Bill again: “We know you can’t measure songwriting like you can measure a sprinter’s time, or a high jumper’s highest jump, or a linebacker’s tackles per game. Even a guitar player can be ranked in regard to certain things such as speed and licks (‘Dude, he can play Van Halen’s ‘Eruption’ note for note!’). What are you going to say about a song? ‘Dude he rewrote ‘Wind Beneath my Wings’ in ten minutes and it sounds exactly the same!’”


OK, so you want to write a great song. How great? Does every individual note, line and section have to be great for the song to be great? How do you know when each element is the best it can be? Never. What they say in the movie business applies here: films aren’t ‘finished’, they’re ‘released’. Your song is ‘done’ when you let go of it. Many of the greats would have happily spent another week/month/decade tinkering with that song you deem a classic, but they downed tools because of some arbitrary factor – a tour, another studio booking, the drummer getting arrested. So scratching a deadline on the calendar is always a good move, but there are two other things that might help:


  • Don’t compare any song against its perfect imaginary self. Compare it against your other songs. So write ten songs. Then pick the best four or five. It’s almost impossible to assess whether any one song is the best it can be, it’s easy to compare it to your others. As well as being able to see your progress, you’ll also begin to see your strengths, weaknesses and favourite cliches.

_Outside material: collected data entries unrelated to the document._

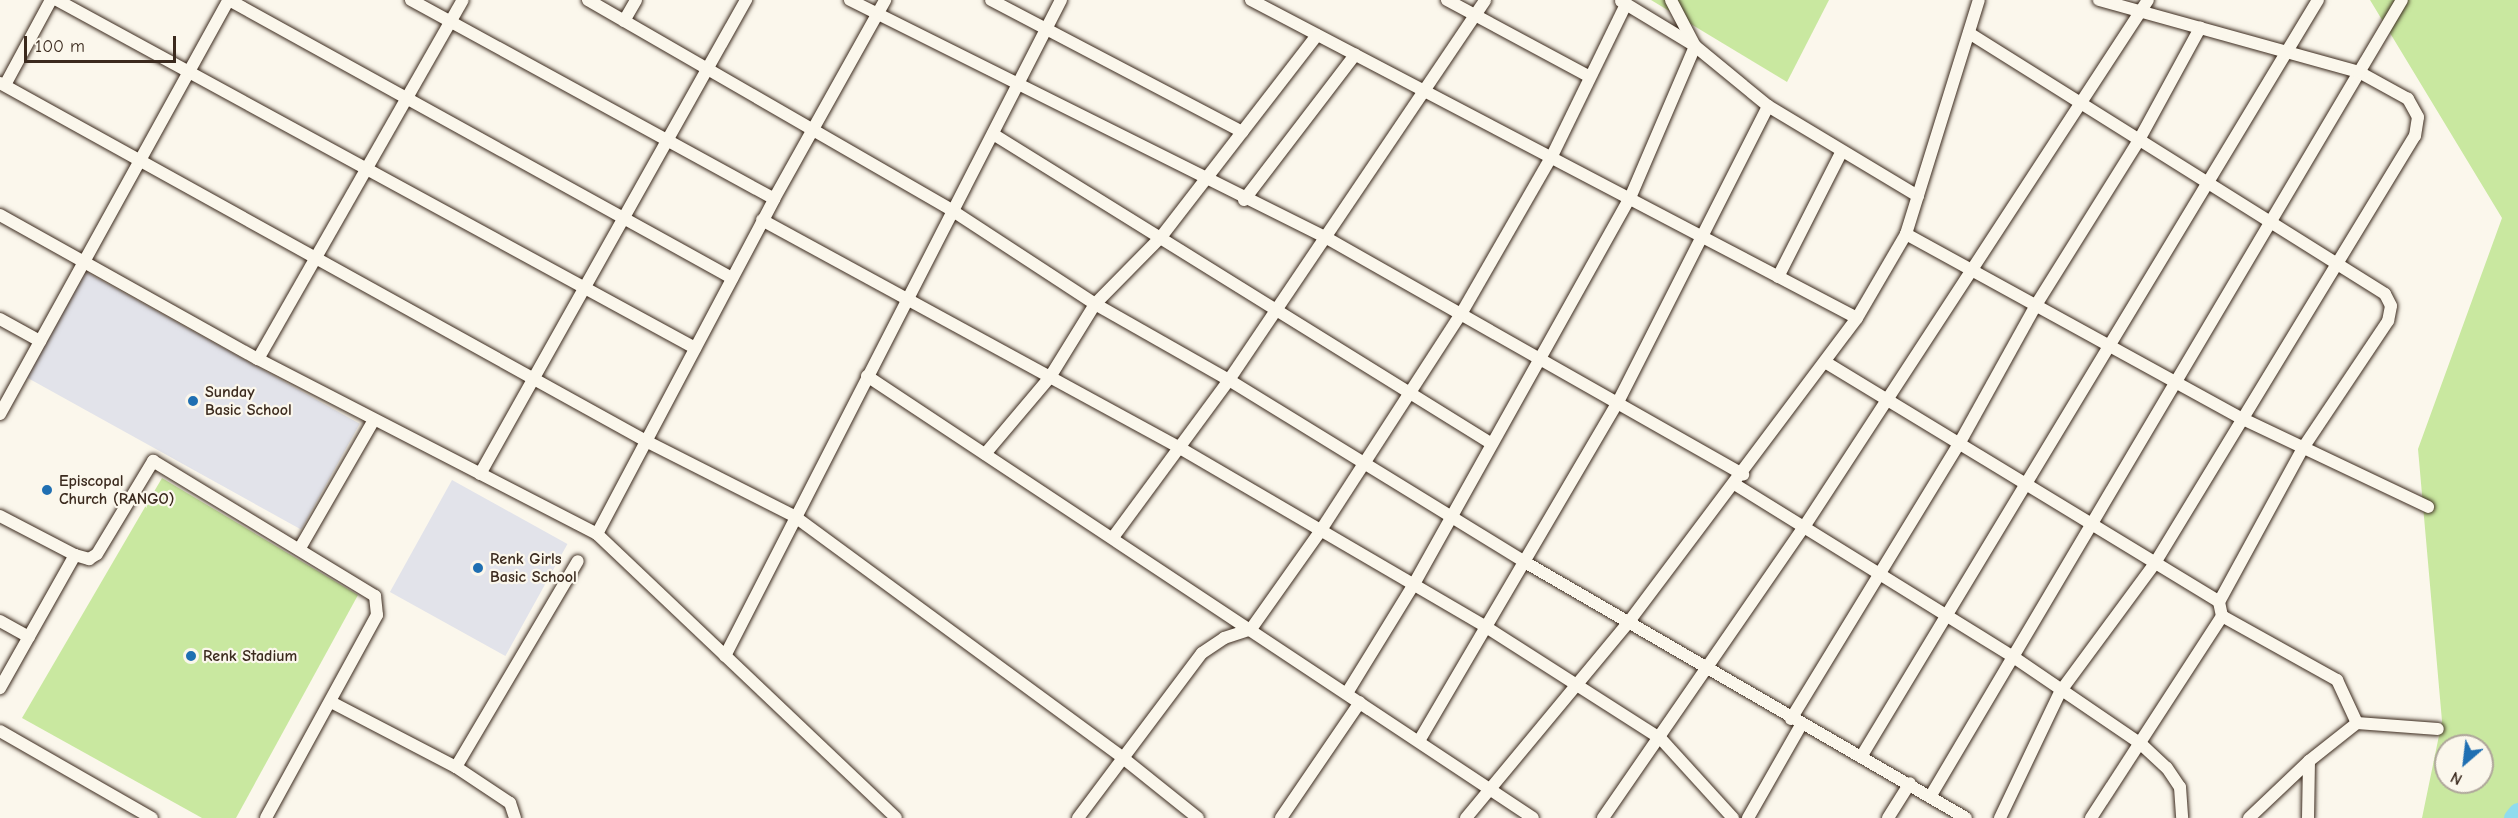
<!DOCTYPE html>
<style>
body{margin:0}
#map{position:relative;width:2518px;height:818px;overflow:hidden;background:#fbf7ec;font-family:"Comic Neue",sans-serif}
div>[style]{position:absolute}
.built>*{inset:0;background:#e2e3ea;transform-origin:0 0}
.green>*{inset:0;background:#c9e8a0}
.river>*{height:18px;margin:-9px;padding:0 9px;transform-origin:9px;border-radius:9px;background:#8fdcee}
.roads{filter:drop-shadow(0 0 2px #3b2a1e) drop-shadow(0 0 2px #3b2a1e)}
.minor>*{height:12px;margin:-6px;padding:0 6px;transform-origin:6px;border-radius:6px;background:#fbf7ec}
.dots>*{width:16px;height:16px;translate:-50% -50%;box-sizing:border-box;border:3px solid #fbf7ec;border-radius:50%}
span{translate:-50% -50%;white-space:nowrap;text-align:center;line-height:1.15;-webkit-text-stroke:4.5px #fbf7ec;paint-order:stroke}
.poi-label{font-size:16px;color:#3b2a1e;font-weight:700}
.left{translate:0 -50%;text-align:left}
.north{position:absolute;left:2434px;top:734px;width:60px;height:60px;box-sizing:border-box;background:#fbf7ec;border:2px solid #aea59a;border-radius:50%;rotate:208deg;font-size:16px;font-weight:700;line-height:24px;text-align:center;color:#3b2a1e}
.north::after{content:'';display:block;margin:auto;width:21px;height:27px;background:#1f6fb2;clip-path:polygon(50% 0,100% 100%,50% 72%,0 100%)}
.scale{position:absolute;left:24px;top:36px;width:152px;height:27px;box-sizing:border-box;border:3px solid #3b2a1e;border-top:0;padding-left:8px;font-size:18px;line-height:21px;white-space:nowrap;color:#3b2a1e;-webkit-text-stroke:4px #fbf7ec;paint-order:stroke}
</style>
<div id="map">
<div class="built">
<div style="left:86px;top:272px;width:313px;height:121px;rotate:29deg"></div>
<div style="left:452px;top:480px;width:132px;height:128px;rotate:29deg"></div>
</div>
<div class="green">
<div style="clip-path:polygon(1651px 0,1829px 0,1787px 82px)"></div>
<div style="clip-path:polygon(evenodd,2370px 0,2518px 0,2518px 818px,2422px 818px,2442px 721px,2418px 449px,2502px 218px,2370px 0,2446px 746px,2482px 746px,2482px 782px,2446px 782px,2446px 746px)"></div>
<div style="clip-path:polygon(162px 478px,358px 595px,236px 818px,202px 818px,22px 718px)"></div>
</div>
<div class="river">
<div style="left:2513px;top:818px;width:8px;rotate:-50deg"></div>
</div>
<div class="roads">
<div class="minor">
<div style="left:57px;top:0;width:727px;rotate:28.61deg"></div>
<div style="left:229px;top:0;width:575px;rotate:28.93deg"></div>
<div style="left:411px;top:0;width:414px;rotate:28.7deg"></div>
<div style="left:588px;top:0;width:422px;rotate:30deg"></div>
<div style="left:953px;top:211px;width:170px;rotate:33.2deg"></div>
<div style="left:1095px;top:304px;width:154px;rotate:29.6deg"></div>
<div style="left:1229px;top:380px;width:345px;rotate:31.6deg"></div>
<div style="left:1523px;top:561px;width:512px;rotate:30.12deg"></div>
<div style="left:850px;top:0;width:531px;rotate:26.52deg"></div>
<div style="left:1325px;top:237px;width:481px;rotate:29.6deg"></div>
<div style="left:991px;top:0;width:284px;rotate:27.7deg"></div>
<div style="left:1251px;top:0;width:684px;rotate:27.69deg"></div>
<div style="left:1447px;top:0;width:162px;rotate:28.3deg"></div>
<div style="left:1621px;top:1px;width:87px;rotate:31.3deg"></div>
<div style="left:1695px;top:46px;width:94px;rotate:39.4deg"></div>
<div style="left:1768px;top:106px;width:175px;rotate:31deg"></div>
<div style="left:624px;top:21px;width:24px;rotate:-60deg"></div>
<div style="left:1969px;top:33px;width:491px;rotate:32.1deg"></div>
<div style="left:2385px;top:294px;width:13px;rotate:63deg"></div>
<div style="left:2391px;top:306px;width:15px;rotate:101deg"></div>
<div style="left:2388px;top:321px;width:153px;rotate:123.8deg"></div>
<div style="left:2303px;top:448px;width:175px;rotate:118.6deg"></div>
<div style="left:0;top:83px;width:736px;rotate:29deg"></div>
<div style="left:644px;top:440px;width:168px;rotate:26.9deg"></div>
<div style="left:794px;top:516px;width:408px;rotate:36.3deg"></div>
<div style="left:1123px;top:758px;width:96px;rotate:38.7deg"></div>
<div style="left:5px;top:85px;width:97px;rotate:-61.6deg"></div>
<div style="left:993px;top:134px;width:587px;rotate:31.85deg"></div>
<div style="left:1244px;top:200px;width:183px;rotate:-52.6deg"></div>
<div style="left:0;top:215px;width:295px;rotate:29.2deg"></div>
<div style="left:258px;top:359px;width:382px;rotate:27.3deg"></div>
<div style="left:597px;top:534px;width:412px;rotate:43.5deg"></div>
<div style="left:762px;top:220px;width:476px;rotate:28.6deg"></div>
<div style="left:1180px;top:448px;width:355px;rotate:30.3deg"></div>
<div style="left:1486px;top:627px;width:208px;rotate:32.6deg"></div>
<div style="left:1661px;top:739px;width:107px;rotate:47.7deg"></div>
<div style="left:1906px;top:234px;width:384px;rotate:28.8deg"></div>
<div style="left:2243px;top:419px;width:205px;rotate:25.4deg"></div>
<div style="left:1778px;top:277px;width:141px;rotate:-63.1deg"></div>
<div style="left:0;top:319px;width:46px;rotate:28.8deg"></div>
<div style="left:258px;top:359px;width:413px;rotate:-60.3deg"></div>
<div style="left:1825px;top:362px;width:461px;rotate:31.3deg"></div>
<div style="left:2219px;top:602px;width:14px;rotate:78deg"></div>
<div style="left:2222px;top:616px;width:132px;rotate:29.1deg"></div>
<div style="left:2337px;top:680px;width:47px;rotate:65.1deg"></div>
<div style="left:2357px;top:723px;width:81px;rotate:4.2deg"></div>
<div style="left:867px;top:376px;width:799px;rotate:33.57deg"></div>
<div style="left:0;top:414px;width:473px;rotate:-61.1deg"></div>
<div style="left:985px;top:454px;width:101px;rotate:-49.8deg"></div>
<div style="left:1050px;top:377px;width:86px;rotate:-58.3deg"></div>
<div style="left:1095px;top:304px;width:94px;rotate:-45.4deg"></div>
<div style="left:1161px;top:237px;width:255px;rotate:-52.3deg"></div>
<div style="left:480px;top:474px;width:544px;rotate:-60.7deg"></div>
<div style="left:1736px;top:485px;width:325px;rotate:31.8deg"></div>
<div style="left:2012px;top:656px;width:156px;rotate:34.3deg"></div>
<div style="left:2141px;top:744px;width:35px;rotate:43deg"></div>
<div style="left:2167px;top:768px;width:23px;rotate:56deg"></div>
<div style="left:2180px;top:787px;width:31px;rotate:86deg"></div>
<div style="left:0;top:516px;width:85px;rotate:27.5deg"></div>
<div style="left:75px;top:555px;width:153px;rotate:119.4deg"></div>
<div style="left:597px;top:534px;width:379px;rotate:-62.1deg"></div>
<div style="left:774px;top:199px;width:228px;rotate:-60.8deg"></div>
<div style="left:1114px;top:536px;width:194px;rotate:-53.6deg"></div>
<div style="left:1229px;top:380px;width:458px;rotate:-56deg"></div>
<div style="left:300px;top:548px;width:148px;rotate:-60deg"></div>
<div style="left:75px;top:555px;width:15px;rotate:16deg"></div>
<div style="left:89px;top:559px;width:9px;rotate:-32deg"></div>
<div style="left:97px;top:554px;width:109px;rotate:-58.9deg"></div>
<div style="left:153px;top:461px;width:260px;rotate:31.3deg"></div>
<div style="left:375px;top:596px;width:19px;rotate:84deg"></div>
<div style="left:377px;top:615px;width:231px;rotate:118.7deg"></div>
<div style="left:0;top:621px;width:33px;rotate:29deg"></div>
<div style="left:725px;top:656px;width:737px;rotate:-62.88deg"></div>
<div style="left:1347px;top:693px;width:128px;rotate:-58.4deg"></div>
<div style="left:1414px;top:584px;width:442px;rotate:-60.8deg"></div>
<div style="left:1630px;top:198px;width:165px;rotate:-66.8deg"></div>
<div style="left:1695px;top:46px;width:52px;rotate:-117.6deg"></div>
<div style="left:331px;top:702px;width:141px;rotate:27.5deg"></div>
<div style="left:1791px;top:719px;width:322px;rotate:-58.6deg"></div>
<div style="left:1959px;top:444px;width:159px;rotate:-61deg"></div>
<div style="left:2036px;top:305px;width:195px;rotate:-58deg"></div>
<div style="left:2139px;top:140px;width:128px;rotate:-61.4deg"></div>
<div style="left:0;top:731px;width:175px;rotate:29.8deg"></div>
<div style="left:1419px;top:741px;width:393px;rotate:-59.6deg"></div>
<div style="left:1618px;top:402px;width:332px;rotate:-63.1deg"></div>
<div style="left:1861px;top:757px;width:884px;rotate:-58.88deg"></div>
<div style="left:1930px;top:797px;width:926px;rotate:-59.37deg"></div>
<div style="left:515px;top:818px;width:16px;rotate:-108deg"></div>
<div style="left:510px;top:803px;width:65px;rotate:-146.3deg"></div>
<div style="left:456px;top:767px;width:239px;rotate:-59.4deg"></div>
<div style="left:1078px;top:818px;width:206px;rotate:-53.1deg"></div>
<div style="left:1202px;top:653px;width:27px;rotate:-34deg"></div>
<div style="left:1224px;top:638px;width:28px;rotate:-18deg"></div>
<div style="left:1251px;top:629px;width:121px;rotate:-54.7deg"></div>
<div style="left:1321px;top:530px;width:257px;rotate:-57.1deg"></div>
<div style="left:1461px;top:314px;width:182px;rotate:-60.1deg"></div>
<div style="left:1552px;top:156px;width:169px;rotate:-64deg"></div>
<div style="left:1281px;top:818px;width:140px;rotate:-55.7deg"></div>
<div style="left:1466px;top:818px;width:254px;rotate:-50.3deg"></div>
<div style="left:1628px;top:623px;width:381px;rotate:-53.1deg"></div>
<div style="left:1857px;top:318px;width:97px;rotate:-59.7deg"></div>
<div style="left:1906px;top:234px;width:245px;rotate:-72.7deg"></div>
<div style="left:1603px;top:818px;width:354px;rotate:-55.4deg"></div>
<div style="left:1804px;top:527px;width:629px;rotate:-56.87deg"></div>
<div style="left:1748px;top:818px;width:107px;rotate:-60.3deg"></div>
<div style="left:1888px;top:818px;width:41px;rotate:-57.8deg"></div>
<div style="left:2000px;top:818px;width:140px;rotate:-64.5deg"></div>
<div style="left:2060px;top:692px;width:160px;rotate:-53.6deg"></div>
<div style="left:2155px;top:563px;width:500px;rotate:-58.7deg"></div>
<div style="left:2415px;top:136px;width:19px;rotate:-81deg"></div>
<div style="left:2418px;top:117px;width:21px;rotate:-119deg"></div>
<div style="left:2408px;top:99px;width:56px;rotate:-151.1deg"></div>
<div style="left:2359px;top:72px;width:270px;rotate:-164.5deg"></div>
<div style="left:2091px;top:818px;width:241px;rotate:-57deg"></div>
<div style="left:2249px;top:818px;width:83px;rotate:-43.5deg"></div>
<div style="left:2308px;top:818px;width:57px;rotate:-89deg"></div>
<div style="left:2309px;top:761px;width:61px;rotate:-38.4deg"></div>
</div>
</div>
<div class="dots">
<div style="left:193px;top:401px;background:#1f6fb2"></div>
<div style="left:47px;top:490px;background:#1f6fb2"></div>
<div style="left:478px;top:568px;background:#1f6fb2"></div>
<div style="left:191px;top:656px;background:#1f6fb2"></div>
</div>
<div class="poi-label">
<span class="left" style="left:205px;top:401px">Sunday<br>Basic School</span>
<span class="left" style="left:59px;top:490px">Episcopal<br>Church (RANGO)</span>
<span class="left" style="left:490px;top:568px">Renk Girls<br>Basic School</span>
<span class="left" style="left:203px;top:656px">Renk Stadium</span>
</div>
<div class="north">N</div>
<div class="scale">100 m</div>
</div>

  • Make it your goal to become a great songwriter not to write great songs. Every song you complete will make you better if you keep learning. As you become a better writer you’ll write better songs. Eventually some of them will be great.

 

The longer you go, the worse you get


We’ve all seen bands who release a groundbreaking debut album and then go downhill. Or legacy artists who tread water for decades while living off their early hits. Aren’t we supposed to get better at something the more we do it? Sadly that doesn’t happen for most artists because of the way the music business works. The songs that comprised that stunning debut were not the first ten the band ever wrote but the best of the first thirty or forty. So far so good. But then the band went on tour, cranking out the same few tunes night after night. Finally, after three years of van life, video games and zero writing, they went back to the studio to find the magical songwriting tap (faucet) rusted shut. Fingers sleepwalk to the same familiar spots and the inevitable writer’s block leads them to resurrect songs that weren’t good enough the first time around. The solution? Just keep writing. Try to have the mindset: “I’m training to be a great songwriter, and every day I skip training makes it harder to get into shape”. Don’t have a fatalistic approach to writing. Make songs happen.